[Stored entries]
BEGIN
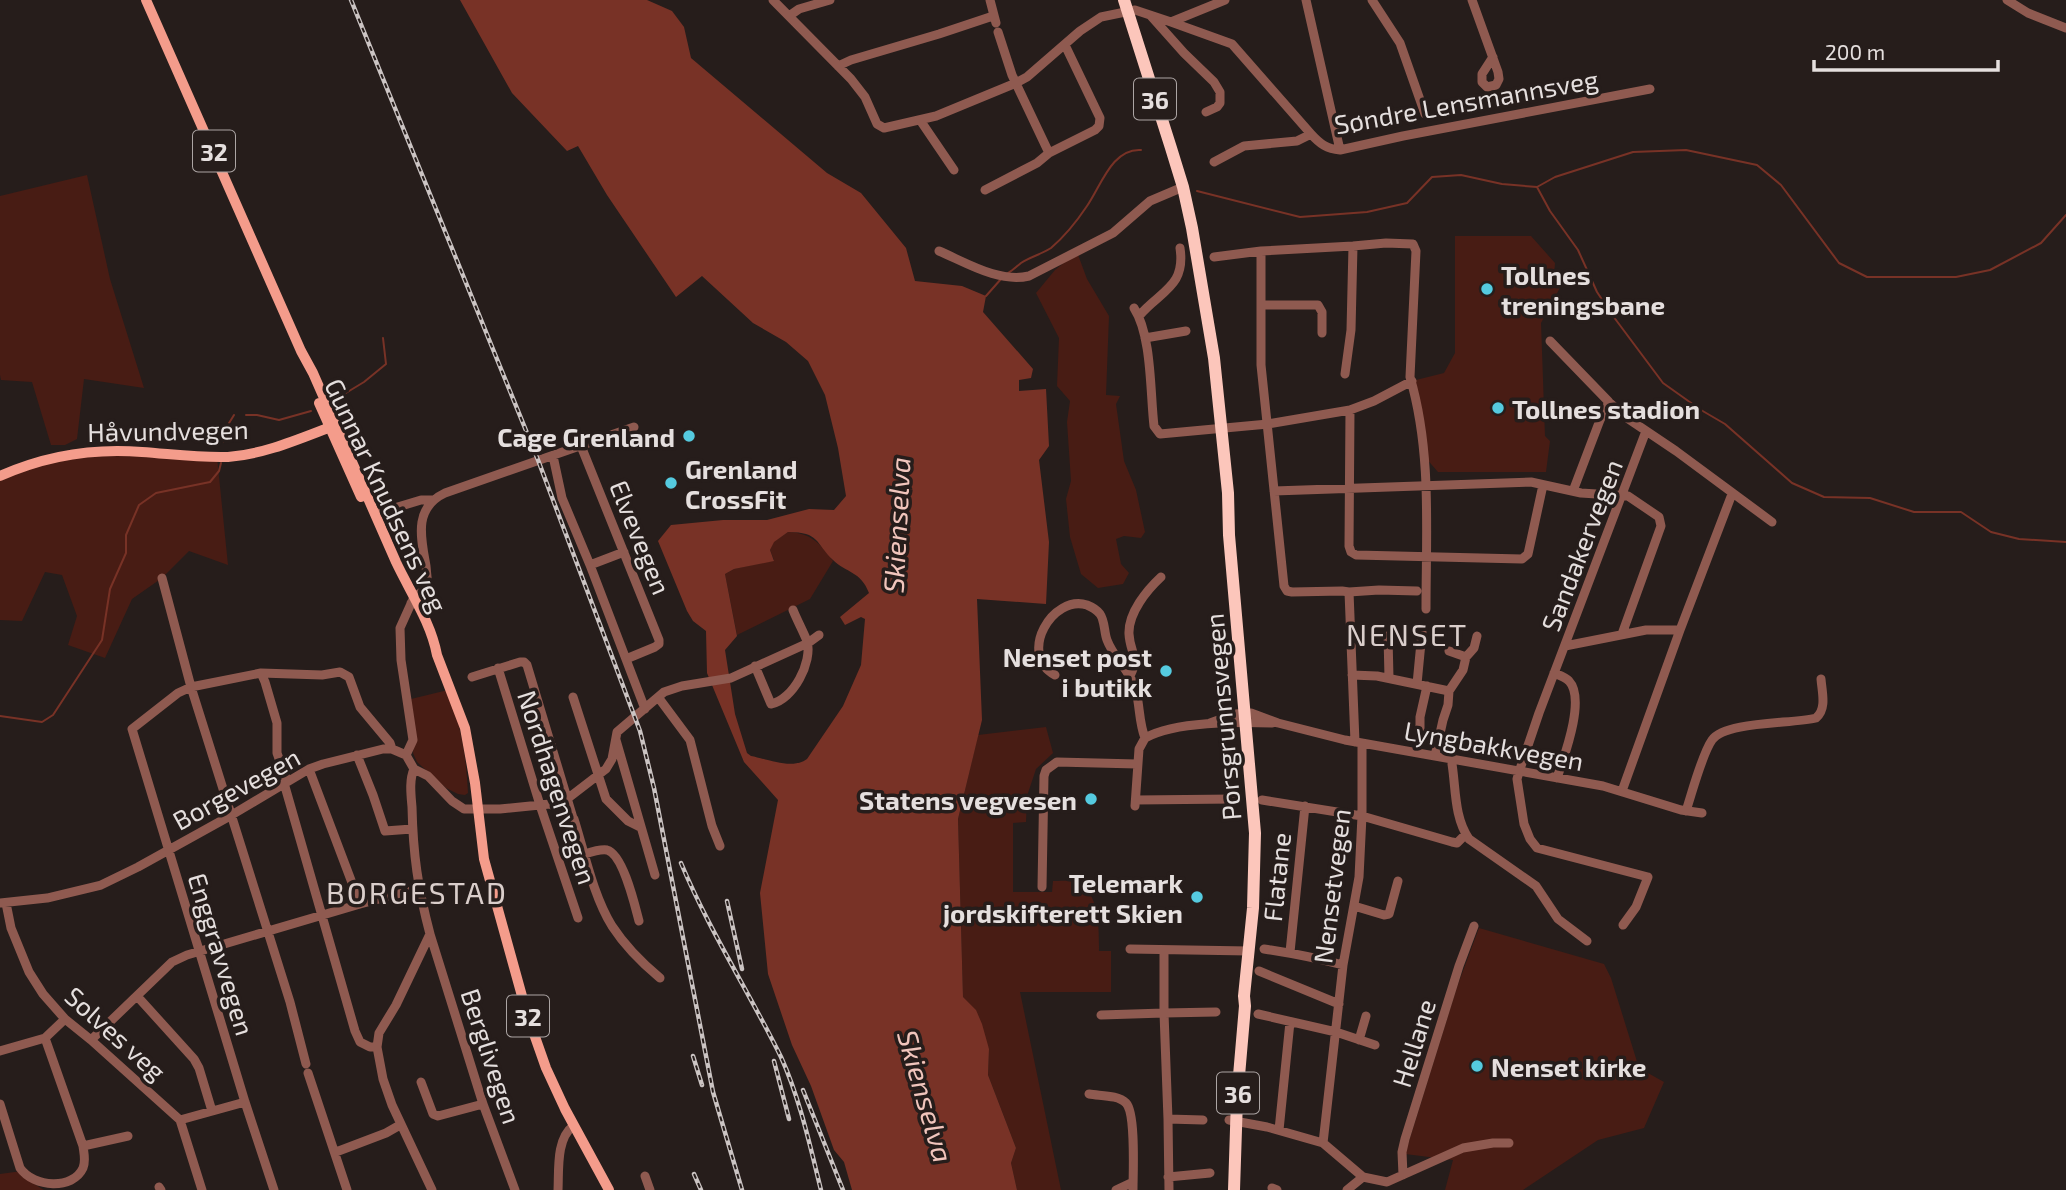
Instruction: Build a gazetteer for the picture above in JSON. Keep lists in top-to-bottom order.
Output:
{
  "streets": {
    "highway": ["36", "Porsgrunnsvegen"],
    "main road": ["32", "Håvundvegen", "Gunnar Knudsens veg"],
    "street": [
      "Søndre Lensmannsveg",
      "Elvevegen",
      "Sandakervegen",
      "Lyngbakkvegen",
      "Nordhagenvegen",
      "Borgevegen",
      "Flatane",
      "Nensetvegen",
      "Enggravvegen",
      "Solves veg",
      "Hellane",
      "Berglivegen"
    ]
  },
  "crossings": [
    ["Søndre Lensmannsveg", "Porsgrunnsvegen"],
    ["Håvundvegen", "Gunnar Knudsens veg"],
    ["Sandakervegen", "Lyngbakkvegen"],
    ["Porsgrunnsvegen", "Lyngbakkvegen"],
    ["Lyngbakkvegen", "Nensetvegen"],
    ["Borgevegen", "Enggravvegen"],
    ["Borgevegen", "Solves veg"],
    ["Flatane", "Nensetvegen"]
  ],
  "districts": ["NENSET", "BORGESTAD"],
  "water": ["Skienselva"],
  "places": [
    "Tollnes treningsbane",
    "Tollnes stadion",
    "Cage Grenland",
    "Grenland CrossFit",
    "Nenset post i butikk",
    "Statens vegvesen",
    "Telemark jordskifterett Skien",
    "Nenset kirke"
  ],
  "scale_bar": "200 m"
}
END
Whenever the string "Knudsens" shows up in a line of the records, copy that line.

    "main road": ["32", "Håvundvegen", "Gunnar Knudsens veg"],
    ["Håvundvegen", "Gunnar Knudsens veg"],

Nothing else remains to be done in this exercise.